Dr. Strangelove's Cinematography
Dr. Strangelove has the appearance of a low-budget B film. The editing constantly moves between only three locations: the War Room, Ripper’s base and the bomber heading towards its target. Kubrick builds tension through these transitions as we gradually realise that nobody is actually going to stop the aircraft. Every cut reinforces that feeling of a race against time and impending disaster.
While politicians argue over solutions, the bomber crew continues carrying out its orders without any knowledge of the crisis. One of the film’s strengths is that Kubrick avoids the usual hysteria found in disaster films. There isn’t a huge epic score, no frantic music, no speeches about patriotism or heroism. Everything is desperately calm.
I’m probably biased when it comes to black-and-white cinematography because I love black-and-white films. In Strangelove, it’s fairly simple, with little that immediately draws attention to itself. Much of the film takes place indoors, with limited camera movement and no grand visual spectacle. Even so, the cinematography plays a hugely important role in building the atmosphere.
That simplicity creates a strange sense of authenticity.
Even when events become completely absurd, the image maintains a serious and realistic appearance. That makes the jokes even more effective because they exist within a visual world that feels entirely plausible.
The lighting also helps define the different narrative spaces.
In the War Room, strong contrasts and deeper shadows dominate.
Inside the bomber, the lighting is harsh, claustrophobic and heavily focused on the crew’s faces.

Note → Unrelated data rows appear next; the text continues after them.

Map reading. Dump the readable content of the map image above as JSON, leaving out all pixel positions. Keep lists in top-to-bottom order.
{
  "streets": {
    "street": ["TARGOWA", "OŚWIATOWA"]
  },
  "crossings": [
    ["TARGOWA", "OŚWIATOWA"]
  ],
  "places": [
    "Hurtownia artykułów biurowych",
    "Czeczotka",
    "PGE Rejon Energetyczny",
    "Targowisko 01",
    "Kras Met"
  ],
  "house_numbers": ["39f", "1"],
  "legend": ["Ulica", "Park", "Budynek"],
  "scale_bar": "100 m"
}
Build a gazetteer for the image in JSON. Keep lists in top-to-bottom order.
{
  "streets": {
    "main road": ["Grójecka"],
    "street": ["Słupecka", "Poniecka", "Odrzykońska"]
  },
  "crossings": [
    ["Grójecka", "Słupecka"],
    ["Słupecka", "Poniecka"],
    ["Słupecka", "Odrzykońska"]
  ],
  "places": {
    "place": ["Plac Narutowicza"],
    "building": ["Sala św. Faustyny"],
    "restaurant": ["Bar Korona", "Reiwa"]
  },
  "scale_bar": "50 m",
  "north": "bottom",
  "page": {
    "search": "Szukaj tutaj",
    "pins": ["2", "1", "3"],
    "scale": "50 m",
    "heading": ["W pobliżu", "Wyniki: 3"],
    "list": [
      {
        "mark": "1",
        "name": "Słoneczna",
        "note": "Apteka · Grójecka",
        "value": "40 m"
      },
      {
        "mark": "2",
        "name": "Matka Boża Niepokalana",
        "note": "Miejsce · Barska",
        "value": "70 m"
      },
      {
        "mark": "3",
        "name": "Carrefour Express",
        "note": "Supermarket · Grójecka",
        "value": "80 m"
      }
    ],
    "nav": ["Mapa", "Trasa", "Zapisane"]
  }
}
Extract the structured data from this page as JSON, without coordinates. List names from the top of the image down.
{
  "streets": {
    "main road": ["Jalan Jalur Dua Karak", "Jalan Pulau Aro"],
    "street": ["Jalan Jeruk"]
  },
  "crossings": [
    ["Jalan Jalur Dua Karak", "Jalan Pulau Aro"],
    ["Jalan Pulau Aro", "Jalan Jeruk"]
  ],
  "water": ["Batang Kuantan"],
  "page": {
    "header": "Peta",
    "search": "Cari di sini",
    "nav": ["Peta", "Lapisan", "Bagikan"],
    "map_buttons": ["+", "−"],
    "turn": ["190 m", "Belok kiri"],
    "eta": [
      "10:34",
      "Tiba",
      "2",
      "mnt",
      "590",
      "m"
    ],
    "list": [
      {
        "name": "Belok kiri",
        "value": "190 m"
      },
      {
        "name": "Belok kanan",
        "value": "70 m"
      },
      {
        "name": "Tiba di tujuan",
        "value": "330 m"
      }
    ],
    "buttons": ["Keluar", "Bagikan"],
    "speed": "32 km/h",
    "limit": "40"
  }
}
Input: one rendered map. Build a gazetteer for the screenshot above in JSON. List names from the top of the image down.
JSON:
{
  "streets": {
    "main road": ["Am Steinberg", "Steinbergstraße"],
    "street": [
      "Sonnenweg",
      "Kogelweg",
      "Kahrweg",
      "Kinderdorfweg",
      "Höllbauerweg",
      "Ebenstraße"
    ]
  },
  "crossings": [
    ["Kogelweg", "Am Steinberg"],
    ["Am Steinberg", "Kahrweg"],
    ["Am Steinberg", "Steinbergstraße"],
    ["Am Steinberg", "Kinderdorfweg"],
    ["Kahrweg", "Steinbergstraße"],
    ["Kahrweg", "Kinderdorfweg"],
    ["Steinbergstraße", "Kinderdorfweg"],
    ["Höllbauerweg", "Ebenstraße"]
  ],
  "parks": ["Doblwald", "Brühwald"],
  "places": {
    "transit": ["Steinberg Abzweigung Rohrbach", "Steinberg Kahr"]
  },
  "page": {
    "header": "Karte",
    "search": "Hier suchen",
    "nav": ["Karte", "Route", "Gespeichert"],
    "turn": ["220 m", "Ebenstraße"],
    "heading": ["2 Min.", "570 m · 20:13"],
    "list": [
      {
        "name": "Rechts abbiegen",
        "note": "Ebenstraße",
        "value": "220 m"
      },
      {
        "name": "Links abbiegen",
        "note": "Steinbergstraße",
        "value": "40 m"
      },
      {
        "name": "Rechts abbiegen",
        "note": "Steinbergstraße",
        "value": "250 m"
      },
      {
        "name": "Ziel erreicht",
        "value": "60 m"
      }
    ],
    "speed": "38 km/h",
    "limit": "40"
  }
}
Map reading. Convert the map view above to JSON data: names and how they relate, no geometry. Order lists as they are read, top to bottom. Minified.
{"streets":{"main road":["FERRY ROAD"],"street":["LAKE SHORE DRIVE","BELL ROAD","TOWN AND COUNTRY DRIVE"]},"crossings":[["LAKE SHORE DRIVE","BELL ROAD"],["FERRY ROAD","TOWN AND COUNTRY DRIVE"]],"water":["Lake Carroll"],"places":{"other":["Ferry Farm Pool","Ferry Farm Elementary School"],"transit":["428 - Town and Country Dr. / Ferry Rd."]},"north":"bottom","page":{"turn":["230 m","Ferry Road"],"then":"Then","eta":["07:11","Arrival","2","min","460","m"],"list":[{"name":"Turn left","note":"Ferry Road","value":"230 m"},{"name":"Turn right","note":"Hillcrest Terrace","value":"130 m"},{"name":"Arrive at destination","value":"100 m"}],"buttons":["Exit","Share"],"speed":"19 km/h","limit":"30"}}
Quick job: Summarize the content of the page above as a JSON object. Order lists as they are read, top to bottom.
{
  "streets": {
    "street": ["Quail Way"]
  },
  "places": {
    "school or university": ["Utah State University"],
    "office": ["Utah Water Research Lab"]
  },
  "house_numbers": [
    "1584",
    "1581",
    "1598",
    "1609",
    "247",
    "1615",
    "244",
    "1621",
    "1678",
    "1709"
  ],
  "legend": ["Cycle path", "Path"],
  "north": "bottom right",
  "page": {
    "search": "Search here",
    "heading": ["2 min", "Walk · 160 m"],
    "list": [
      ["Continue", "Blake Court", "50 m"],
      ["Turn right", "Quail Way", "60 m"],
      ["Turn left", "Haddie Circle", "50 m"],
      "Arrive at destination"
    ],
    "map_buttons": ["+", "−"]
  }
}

At Ripper’s military base, the cinematography adopts a brighter appearance, perhaps offering some relief from the previous scenes.
The Most Famous Room in the World
One thing I only discovered recently is that the War Room in the film isn’t based on a real War Room. I mean, obviously it isn’t real, but I could have sworn it was at least a reconstruction of the Pentagon’s actual facility. It isn’t.
To be fair, I don’t really know what the real one looks like.
The room in the film was designed by production designer Ken Adam and became one of the most iconic sets ever built for cinema. I was oddly disappointed, in a good way if that makes any sense, when I found out it wasn’t based on a real military installation. The enormous circular space, the illuminated ring-shaped table and the gigantic strategic board in the background create a tremendous sense of scale.
Thinking about it now, it makes absolutely no sense, does it? The real room is probably just a large rectangular conference table like you’d find in any ordinary office.
In the film, it’s a place where men discuss the fate of humanity while sitting around a table that resembles something from the age of medieval knights.
When people think of Dr. Strangelove, they don’t usually think of Ripper, Mandrake or Muffley first. They think of that illuminated circular table surrounded by darkness. Kubrick created a space so powerful that it became the definitive symbol of the Cold War despite never having existed.
Kubrick’s War Room is so perfect that many people still believe it was based on a genuine command centre. By many people, I mean myself.
Wrapping Up
More than sixty years after its release, Dr. Strangelove remains a unique experience. Stanley Kubrick created a film that challenges many of the traditional rules of cinematic storytelling, which is usual for his career. There are no heroes destined to save the day, and certainly no journey of self-discovery. The characters do not evolve, the plot does not lead towards a solution, and the audience realises very early on that there may be no way out.
Although the Cold War is long over, the questions raised by Kubrick remain important. How much control do we really have over this big machine we’ve built? What happens when technology advances faster than our ability to use it responsibly, or to prevent a disaster? And how secure is a society that places its future in institutions that nobody seems to fully understand?
Dr. Strangelove appears to age in the opposite direction: with each new generation, it finds new reasons to remain relevant.